Relations between the colonists and the government back in Great Britain had steadily deteriorated over the decade since the Stamp Act was passed in 1765. Violence related to the Tea Act and the Boston Tea Party in 1773 led to the imposition of the Coercive or Intolerable Acts a year later.
On September 5, 1774, the first Congress in the United States met in Philadelphia to consider its reaction to the British government’s restraints on trade and representative government after the Boston Tea Party raid. In all, 56 delegates from 12 colonies came to Philadelphia including John Adams, his cousin Samuel Adams, Patrick Henry, Roger Sherman, John Jay, John Dickinson, Richard Henry Lee, and George Washington.

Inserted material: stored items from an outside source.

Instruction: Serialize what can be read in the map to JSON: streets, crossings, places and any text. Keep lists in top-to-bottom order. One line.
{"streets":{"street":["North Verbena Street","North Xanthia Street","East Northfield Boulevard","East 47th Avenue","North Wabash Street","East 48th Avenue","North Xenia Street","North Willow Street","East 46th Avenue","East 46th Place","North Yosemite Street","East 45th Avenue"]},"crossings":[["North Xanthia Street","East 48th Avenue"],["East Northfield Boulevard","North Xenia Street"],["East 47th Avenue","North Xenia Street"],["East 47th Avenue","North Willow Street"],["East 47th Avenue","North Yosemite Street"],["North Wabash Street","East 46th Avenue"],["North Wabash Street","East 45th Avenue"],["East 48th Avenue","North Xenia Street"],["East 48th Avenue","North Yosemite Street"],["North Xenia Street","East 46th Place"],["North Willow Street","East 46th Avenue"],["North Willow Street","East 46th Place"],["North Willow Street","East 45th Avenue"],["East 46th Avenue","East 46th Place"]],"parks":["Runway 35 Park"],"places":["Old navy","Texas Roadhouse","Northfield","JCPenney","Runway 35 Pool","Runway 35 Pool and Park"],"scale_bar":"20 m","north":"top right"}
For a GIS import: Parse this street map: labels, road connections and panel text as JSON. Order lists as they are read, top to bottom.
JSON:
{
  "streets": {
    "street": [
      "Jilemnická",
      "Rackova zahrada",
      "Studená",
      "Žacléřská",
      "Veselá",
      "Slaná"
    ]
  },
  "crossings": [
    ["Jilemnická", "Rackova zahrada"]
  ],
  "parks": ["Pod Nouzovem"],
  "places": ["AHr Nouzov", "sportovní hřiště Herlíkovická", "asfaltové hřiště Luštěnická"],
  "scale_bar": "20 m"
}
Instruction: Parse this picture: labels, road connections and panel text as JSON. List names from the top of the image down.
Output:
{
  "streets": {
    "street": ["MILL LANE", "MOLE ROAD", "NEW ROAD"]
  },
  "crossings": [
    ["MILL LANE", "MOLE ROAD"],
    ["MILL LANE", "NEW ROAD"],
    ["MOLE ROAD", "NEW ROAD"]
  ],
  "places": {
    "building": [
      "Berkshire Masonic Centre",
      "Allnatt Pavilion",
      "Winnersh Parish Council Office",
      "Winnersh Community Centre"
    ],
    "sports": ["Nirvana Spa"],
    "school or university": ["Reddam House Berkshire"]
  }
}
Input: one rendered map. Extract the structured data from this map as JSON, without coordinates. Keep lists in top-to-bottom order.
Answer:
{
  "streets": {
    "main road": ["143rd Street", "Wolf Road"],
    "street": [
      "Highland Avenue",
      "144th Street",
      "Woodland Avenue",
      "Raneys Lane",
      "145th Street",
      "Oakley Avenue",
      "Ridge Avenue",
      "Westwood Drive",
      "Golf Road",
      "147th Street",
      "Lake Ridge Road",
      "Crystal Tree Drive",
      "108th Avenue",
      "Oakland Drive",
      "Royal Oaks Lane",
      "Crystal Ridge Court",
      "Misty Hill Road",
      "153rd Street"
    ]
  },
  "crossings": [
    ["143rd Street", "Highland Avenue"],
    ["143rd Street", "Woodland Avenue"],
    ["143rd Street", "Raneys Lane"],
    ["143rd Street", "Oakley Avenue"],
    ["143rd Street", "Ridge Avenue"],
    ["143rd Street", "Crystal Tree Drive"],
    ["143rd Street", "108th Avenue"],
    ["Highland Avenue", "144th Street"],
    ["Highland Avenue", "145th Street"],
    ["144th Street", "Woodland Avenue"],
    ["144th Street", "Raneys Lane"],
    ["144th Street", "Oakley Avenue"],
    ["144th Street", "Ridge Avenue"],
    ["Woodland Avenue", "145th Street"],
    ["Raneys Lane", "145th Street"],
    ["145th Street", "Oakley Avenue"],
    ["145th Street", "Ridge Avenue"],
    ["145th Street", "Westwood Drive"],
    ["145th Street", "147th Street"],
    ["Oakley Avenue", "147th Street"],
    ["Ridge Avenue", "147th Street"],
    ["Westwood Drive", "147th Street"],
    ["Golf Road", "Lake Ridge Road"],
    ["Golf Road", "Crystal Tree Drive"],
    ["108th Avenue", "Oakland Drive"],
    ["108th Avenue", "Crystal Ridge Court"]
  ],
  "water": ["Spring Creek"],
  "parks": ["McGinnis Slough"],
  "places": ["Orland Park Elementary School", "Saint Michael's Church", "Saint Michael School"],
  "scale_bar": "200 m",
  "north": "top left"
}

During their session in Philadelphia, which ended after about seven weeks of debates, the group agreed to a boycott of British goods within the colonies as a sign of protest, spelled out in the Continental Association. The Association also called for an end of exports to Great Britain in the following year if the Intolerable Acts weren’t repealed.
Henry spoke to the second Virginia convention in March 1775, to discuss the events in Philadelphia and the need to form armed militias in Virginia in case British troops attempted to control the area. There was some opposition in Virginia to any form of organization against the crown, but the persuasive Henry, from accounts given by people at the meetings, ended the convention with an emotional plea.
What isn’t known is what Henry exactly said at the meeting’s end. Years later, biographer William Wirt in 1817 reconstructed the speech based on the recollections of Thomas Jefferson and others. Wirt’s account ends with the famous lines, “Is life so dear, or peace so sweet, as to be purchased at the price of chains and slavery? Forbid it, Almighty God! I know not what course others may take; but as for me, give me liberty or give me death!”
Some historians believe the words attributed to Henry were penned later by Wirt or St. George Tucker, a young attorney at the time of the convention. Loyalist businessman James Parker did write a brief account of the speech in April 1775, where he said Henry insulted King George. “You never heard anything more infamously insolent than P. Henry’s speech: he called the K—— a Tyrant, a fool, a puppet, and a tool to the ministry,” Parker wrote.
The convention passed the resolution offered by Henry to form militias to defend Virginia, and in the following month, fighting broke out at Lexington and Concord between British troops and the colonists, marking the official start of the Revolutionary War.